With regards to RT2, we considered the following research lines (RL): RL7) the development of a nonparametric Bayes methodology and a nonparametric empirical Bayes methodology for disclosure risk assessment (or risk of re-identitication), which is a the basis of some modern privacy preserving mechanisms; RL8) the study, and the development, of species sampling problems within the framework of global differential privacy and the framework of local differential privacy, with respect to suitable perturbation mechanisms, e.g. Laplace and Gaussian noise additions, generalized randomized response and bit flipping; RL9) the development of a comprehensive theory for goodness-of-fit tests, with emphasis on the study of the power of the test, under global differential privacy and local differential privacy. RL10) the study of novel mechanism for releasing private data, based on the use of synthetic data generated from nonparametric posterior distributions, with applications to species sampling problems; RL11) the developement of a computational framework (Markov chain Monte Carlo) for Bayesian nonparametric estimation and clustering under local differntial privacy and global differential privacy.

In addition to RT1 and RT2, we started a new research theme (RT3) on deep Bayesian neural networks, whcih are very popular in statistics and machine learning. Several results have been produced in the context of the large width and large depth behaviour of feedforward deep neural networks, also in terms of contraction rates, under both Gaussian random weights and Stable random weights for the network. Quantitaitive central limit theorems for large-width Gaussian neural networks have been also considered by relying on the use of the Stein-Malliavin calculus and second-order Poincaré inequlities. Other results concern with the fundamental problem of the training of feedforward neural networks through the gradient descent, leading to an interesting generalizations of the popular notion of the neural tangent kernel, and setting a link with estimation in kernel regression.

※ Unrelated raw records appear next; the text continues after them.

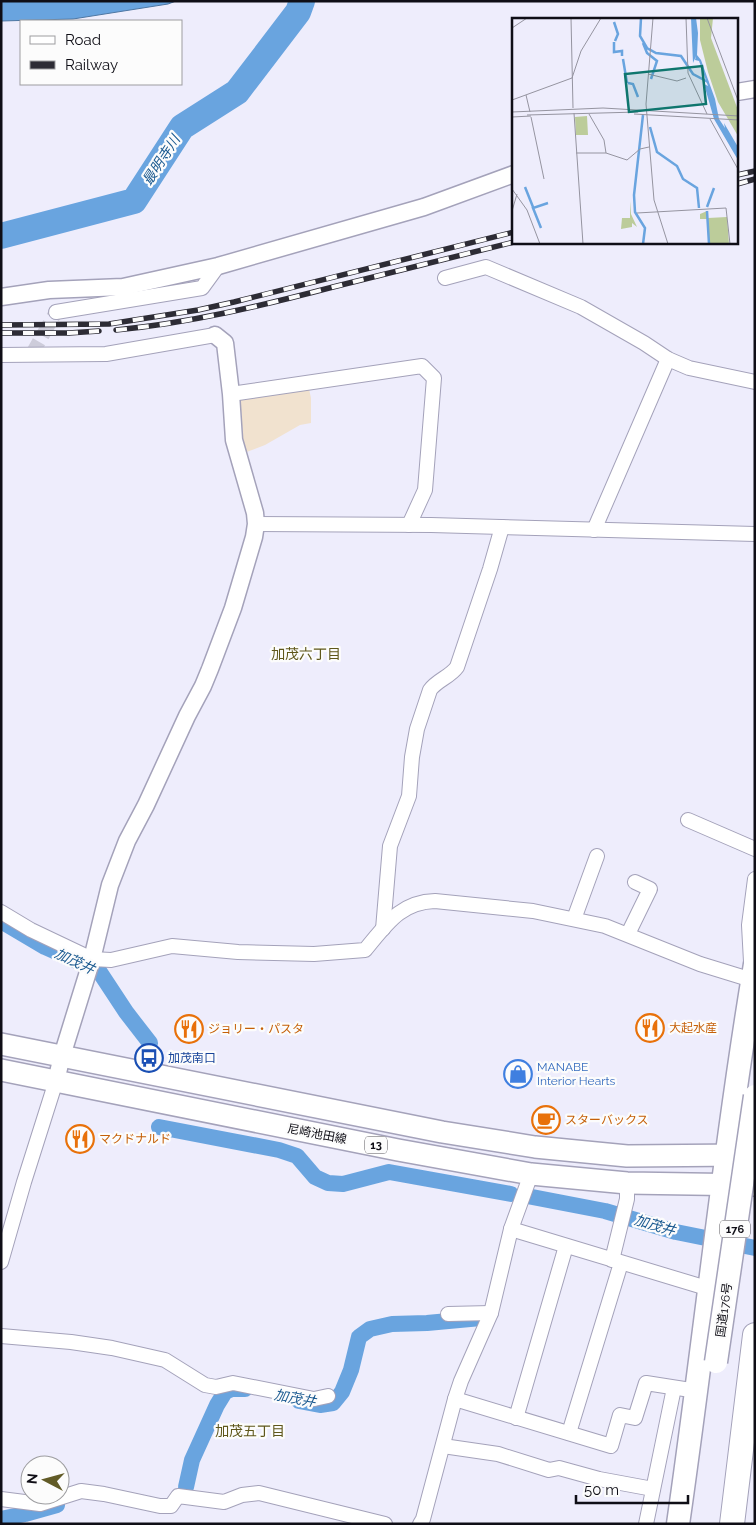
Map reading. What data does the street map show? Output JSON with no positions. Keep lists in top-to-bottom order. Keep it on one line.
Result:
{"streets":{"highway":["176","国道176号"],"main road":["尼崎池田線","13"]},"districts":["加茂六丁目","加茂五丁目"],"water":["最明寺川","加茂井"],"places":{"restaurant":["大起水産","ジョリー・パスタ","マクドナルド"],"bus stop":["加茂南口"],"shop":["MANABE Interior Hearts"],"cafe":["スターバックス"]},"legend":["Road","Railway"],"scale_bar":"50 m","north":"left"}
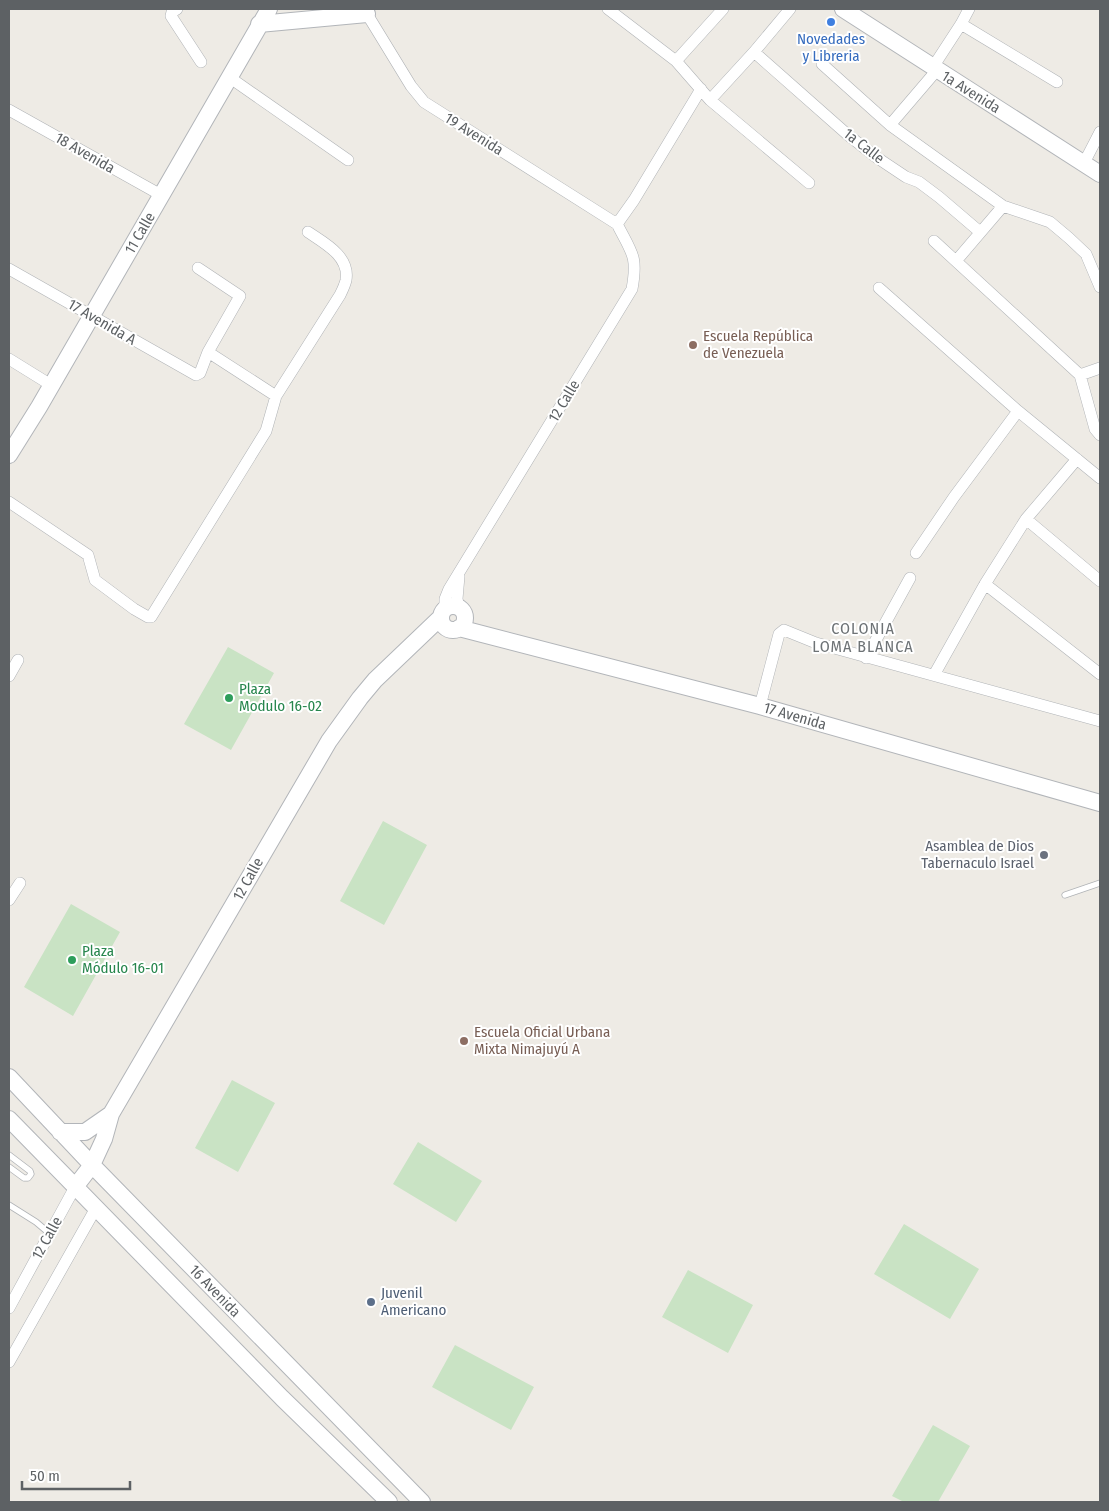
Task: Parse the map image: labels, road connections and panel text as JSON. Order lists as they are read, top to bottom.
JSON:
{
  "streets": {
    "street": [
      "1a Avenida",
      "19 Avenida",
      "1a Calle",
      "18 Avenida",
      "11 Calle",
      "17 Avenida A",
      "12 Calle",
      "17 Avenida",
      "16 Avenida"
    ]
  },
  "crossings": [
    ["19 Avenida", "12 Calle"],
    ["18 Avenida", "11 Calle"],
    ["11 Calle", "17 Avenida A"],
    ["12 Calle", "17 Avenida"],
    ["12 Calle", "16 Avenida"]
  ],
  "districts": ["COLONIA LOMA BLANCA"],
  "places": [
    "Novedades y Libreria",
    "Escuela República de Venezuela",
    "Plaza Modulo 16-02",
    "Asamblea de Dios Tabernaculo Israel",
    "Plaza Módulo 16-01",
    "Escuela Oficial Urbana Mixta Nimajuyú A",
    "Juvenil Americano"
  ],
  "scale_bar": "50 m"
}
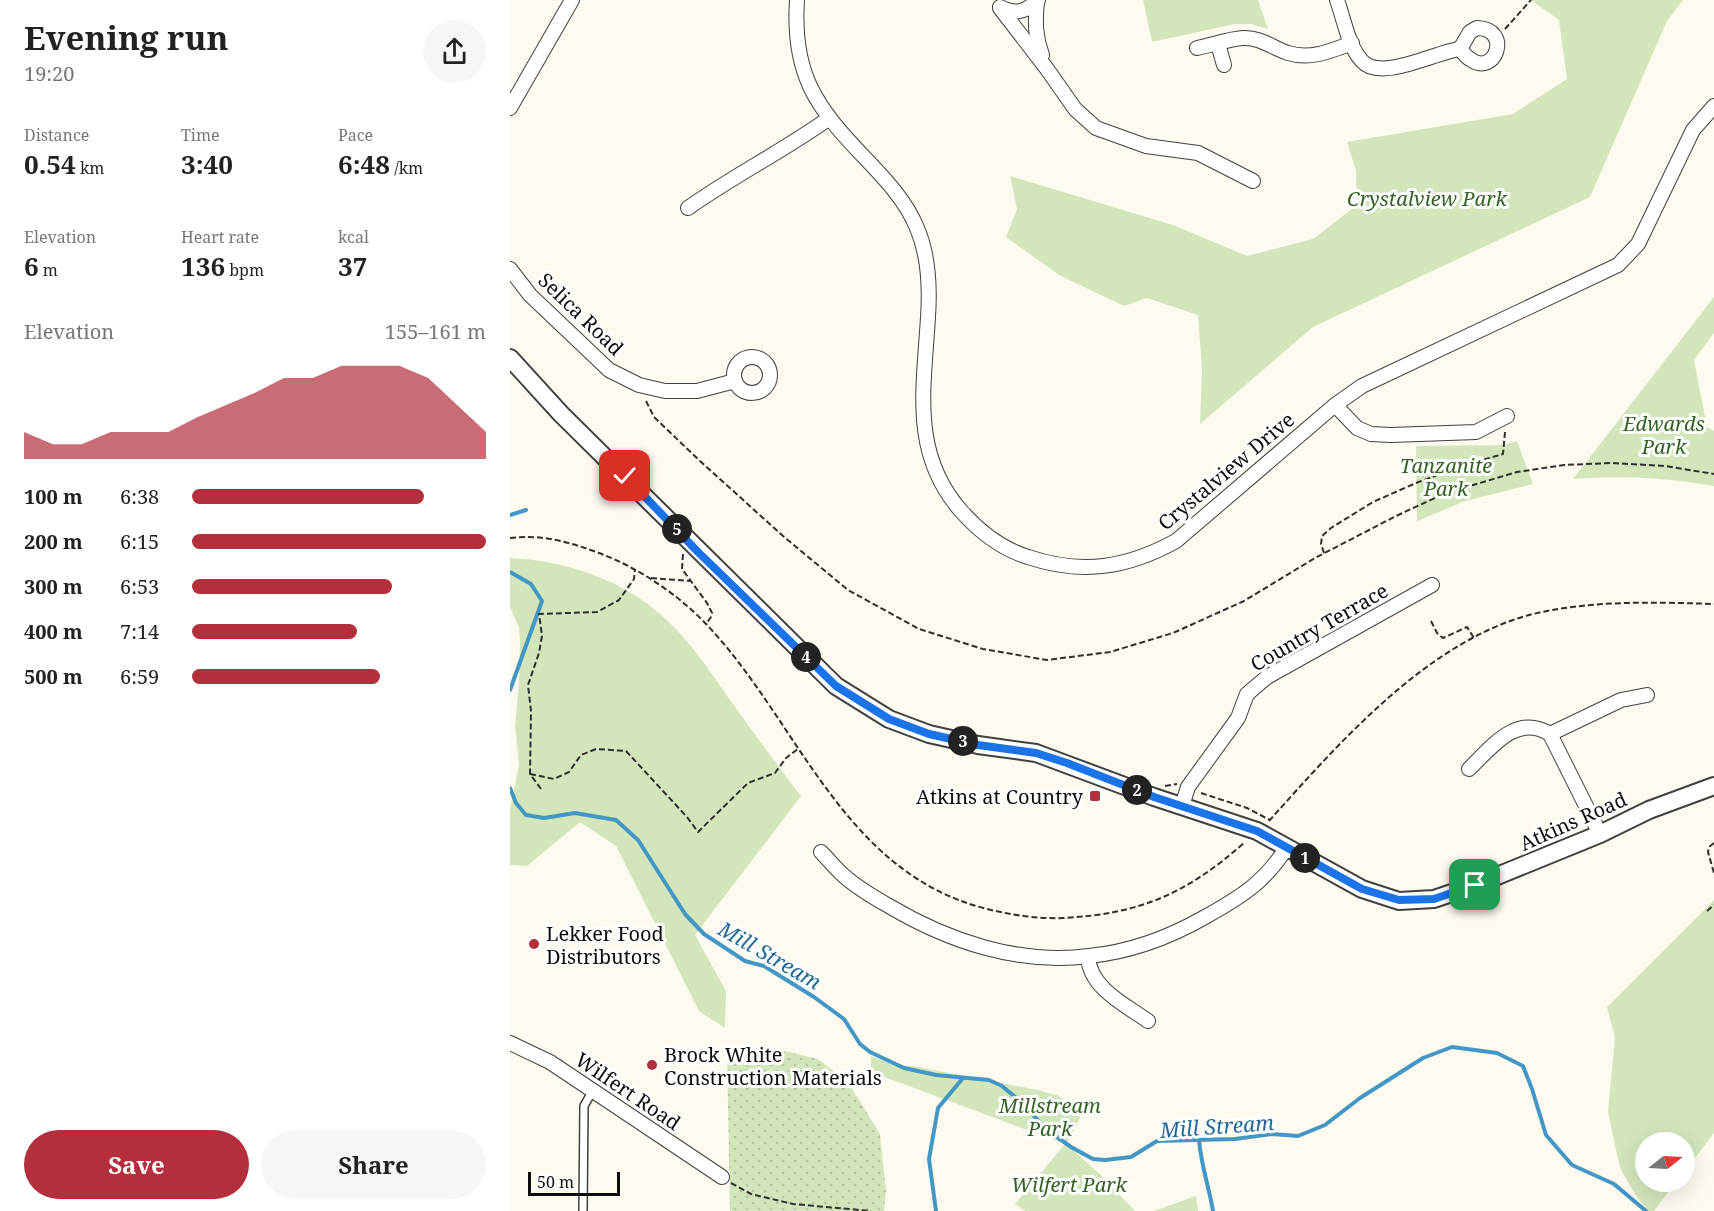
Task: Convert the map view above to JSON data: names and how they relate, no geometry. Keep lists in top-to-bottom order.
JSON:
{
  "streets": {
    "street": [
      "Selica Road",
      "Crystalview Drive",
      "Country Terrace",
      "Atkins Road",
      "Wilfert Road"
    ]
  },
  "crossings": [
    ["Country Terrace", "Atkins Road"]
  ],
  "water": ["Mill Stream"],
  "parks": [
    "Crystalview Park",
    "Edwards Park",
    "Tanzanite Park",
    "Millstream Park",
    "Wilfert Park"
  ],
  "places": {
    "transit": ["Atkins at Country"],
    "other": ["Lekker Food Distributors", "Brock White Construction Materials"]
  },
  "scale_bar": "50 m",
  "north": "right",
  "page": {
    "heading": ["Evening run", "19:20"],
    "stats": [
      ["Distance", "0.54 km"],
      ["Time", "3:40"],
      ["Pace", "6:48 /km"],
      ["Elevation", "6 m"],
      ["Heart rate", "136 bpm"],
      ["kcal", "37"]
    ],
    "chart": ["Elevation", "155–161 m"],
    "list": [
      {
        "name": "100 m",
        "note": "6:38"
      },
      {
        "name": "200 m",
        "note": "6:15"
      },
      {
        "name": "300 m",
        "note": "6:53"
      },
      {
        "name": "400 m",
        "note": "7:14"
      },
      {
        "name": "500 m",
        "note": "6:59"
      }
    ],
    "pins": [
      "5",
      "4",
      "3",
      "2",
      "1"
    ],
    "buttons": ["Save", "Share"],
    "scale": "50 m"
  }
}
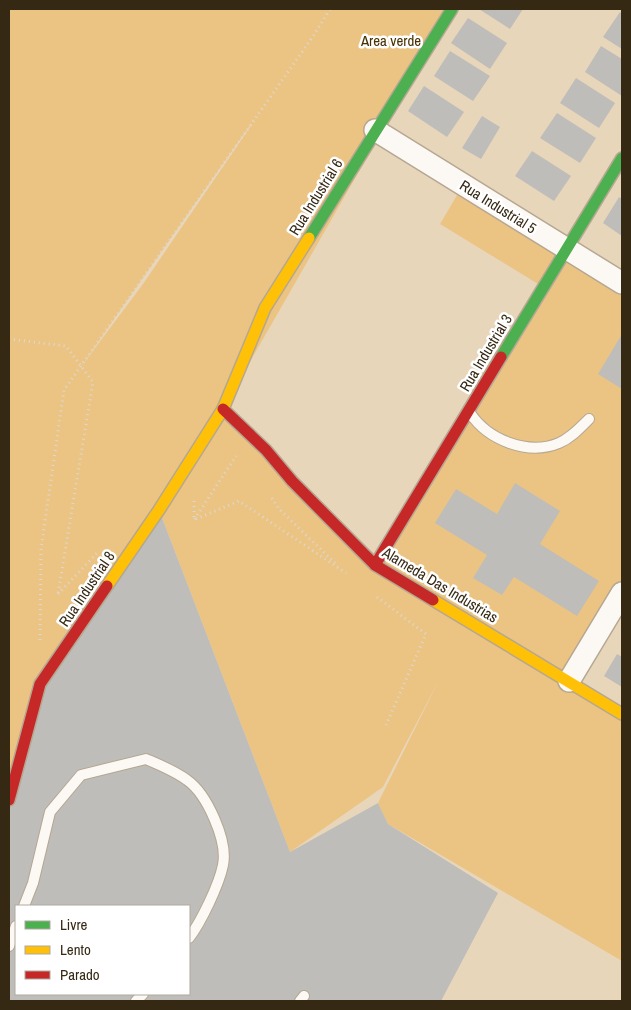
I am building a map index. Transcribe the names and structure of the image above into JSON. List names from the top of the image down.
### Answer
{
  "streets": {
    "street": [
      "Rua Industrial 6",
      "Rua Industrial 5",
      "Rua Industrial 3",
      "Alameda Das Industrias",
      "Rua Industrial 8"
    ]
  },
  "crossings": [
    ["Rua Industrial 6", "Rua Industrial 5"],
    ["Rua Industrial 6", "Alameda Das Industrias"],
    ["Rua Industrial 6", "Rua Industrial 8"],
    ["Rua Industrial 5", "Rua Industrial 3"],
    ["Rua Industrial 3", "Alameda Das Industrias"],
    ["Alameda Das Industrias", "Rua Industrial 8"]
  ],
  "parks": ["Area verde"],
  "legend": ["Livre", "Lento", "Parado"]
}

The work in the period March 2019 - August 2023, within research themes RT1, RT2 and RT3, produced numerous results that represent progresses beyond the state of the art, and also paved the way for thinking to new research directions in species sampling problems and generalizations thereof. This makes the project in continuous evolution. In the final months of the projects, we will keep on working on the research lines that we opened within RT1 and RT2. Among these research lines, RL2, RL3, RL5 and RL10 led to novel promising ideas that deserve particular attention and further investigation. With regards to RL2, we aim at revisiting the classical approach to frequentist validation of Bayesian procedures, in both the parametric and nonparametric setting, within the mathematical framework of optimal transport that we have developed; we expect that such a research line will produce interesting results in Bayesian statistics, especially in the context of inverse problems with application to imaging reconstruction, and interesting connection with the fields of probability and analysis. With regards to RL3, our results suggest the need on introducing novel classes of nonparametric prior distributions for feature/trait allocation models, which may produce more robust inferences than competitive priors currently known in the literature. With regards to RL5, it sets forth a novel methodology that arose interesting connections with the following areas: i) sketching algorithms for streaming data in connection with the problems of frequency recovery and cardinality recovery; ii) compressed sensing; iii) sparse recovery via sparse matrices; iv) multi-armed bandits for "better machine learning". We expect to further develop the proposed methodology to deal with general species sampling problem under sketched data; some results have been obtained in the context of the estimation of coverage probabilities. With regards to RL10, we aim at furher investingating the idea of obtaining private data by sampling from nonparametric posterior distributions, as well as their use in Bayesian inference.